(Saved data entries)
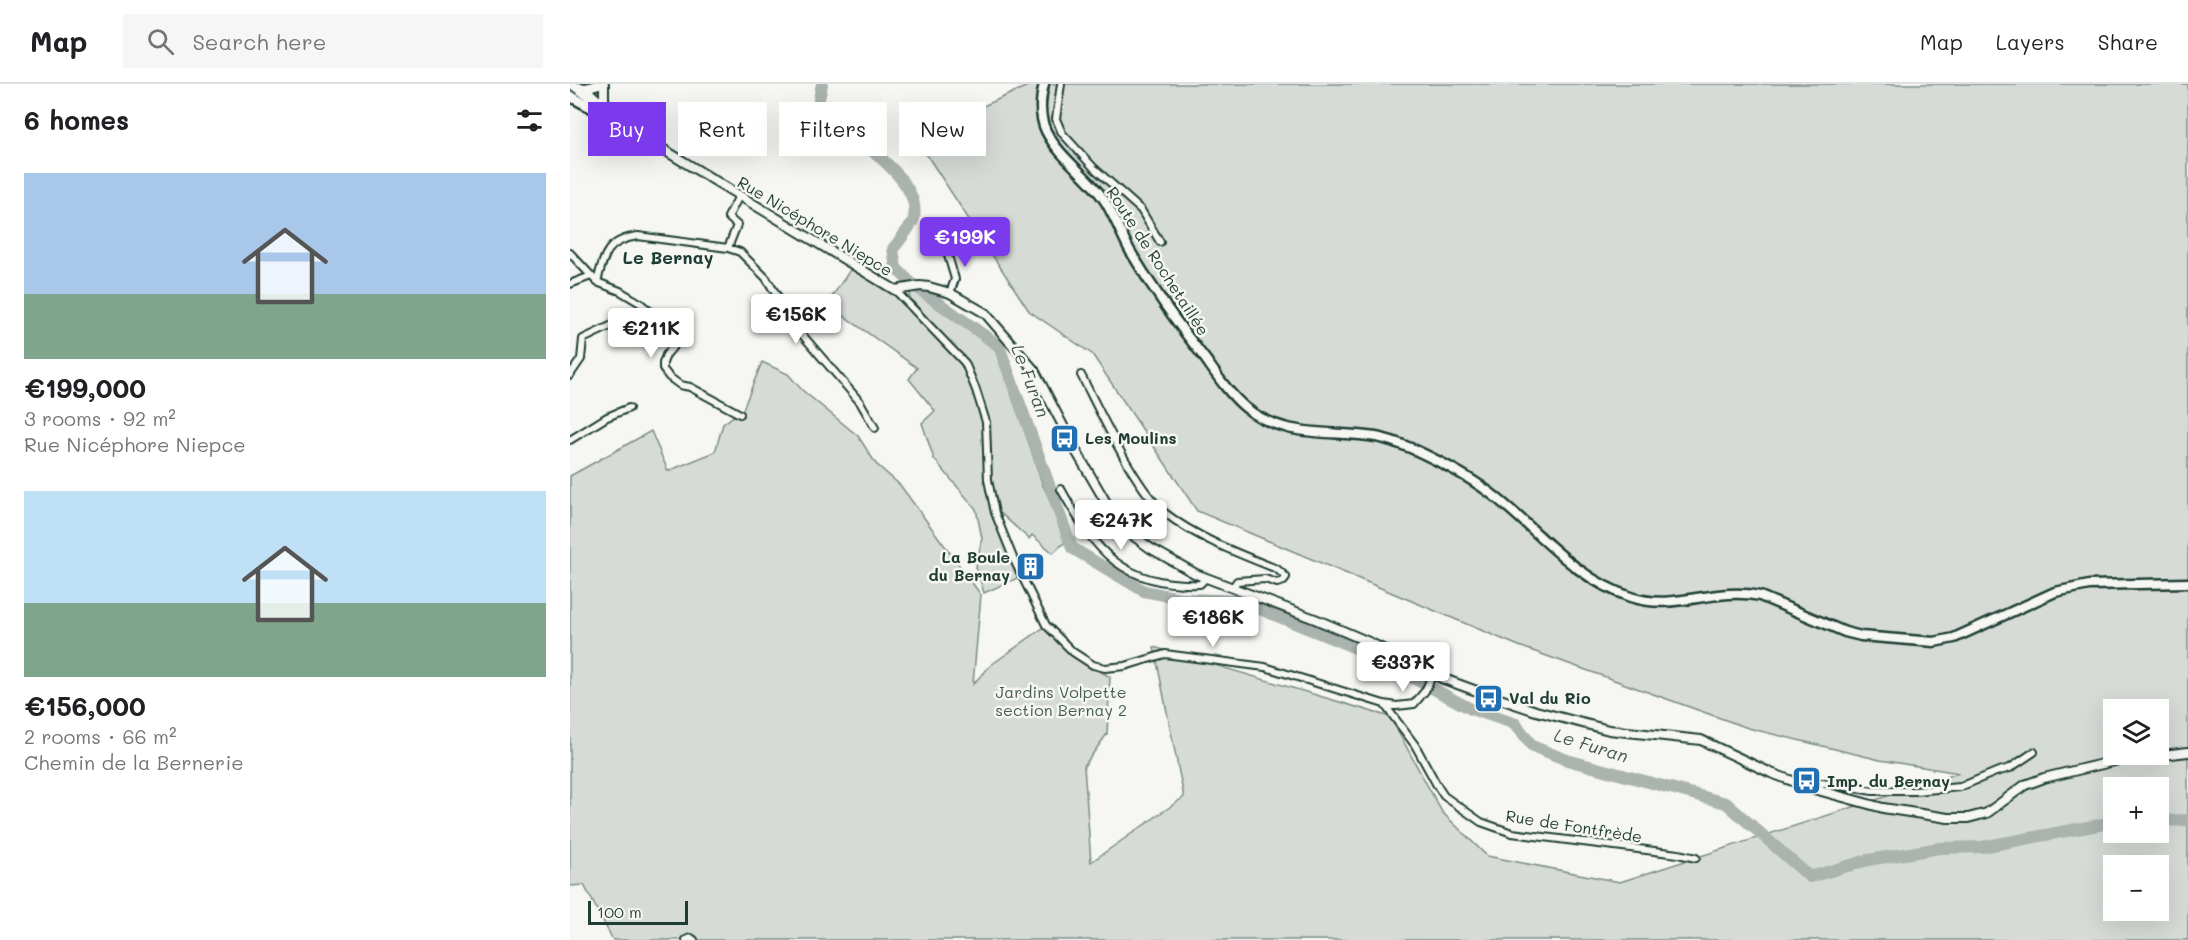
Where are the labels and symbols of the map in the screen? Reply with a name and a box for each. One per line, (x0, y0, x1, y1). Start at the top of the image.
street label: Rue Nicéphore Niepce (734, 171, 897, 280)
street label: Route de Rochetaillée (1102, 182, 1214, 339)
pin: €199K (923, 217, 1007, 268)
district label: Le Bernay (622, 245, 714, 269)
pin: €156K (754, 294, 838, 345)
pin: €211K (609, 308, 693, 359)
water label: Le Furan (1006, 341, 1056, 421)
bus stop icon: Les Moulins (1048, 422, 1080, 454)
place label: Les Moulins (1085, 427, 1176, 448)
pin: €247K (1079, 500, 1163, 551)
place label: La Boule du Bernay (929, 546, 1010, 585)
building icon: La Boule du Bernay (1015, 550, 1047, 582)
pin: €186K (1171, 597, 1255, 648)
pin: €337K (1361, 642, 1445, 693)
park label: Jardins Volpette section Bernay 2 (995, 681, 1127, 720)
bus stop icon: Val du Rio (1472, 682, 1504, 714)
place label: Val du Rio (1509, 687, 1591, 708)
water label: Le Furan (1551, 722, 1631, 768)
bus stop icon: Imp. du Bernay (1790, 765, 1822, 797)
place label: Imp. du Bernay (1827, 770, 1950, 791)
street label: Rue de Fontfrède (1504, 804, 1644, 847)
scale bar (588, 898, 688, 926)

[Try it]: Among the entries, count how many lines hold the string "icon", then state only that number.

[Solution for this task]: 4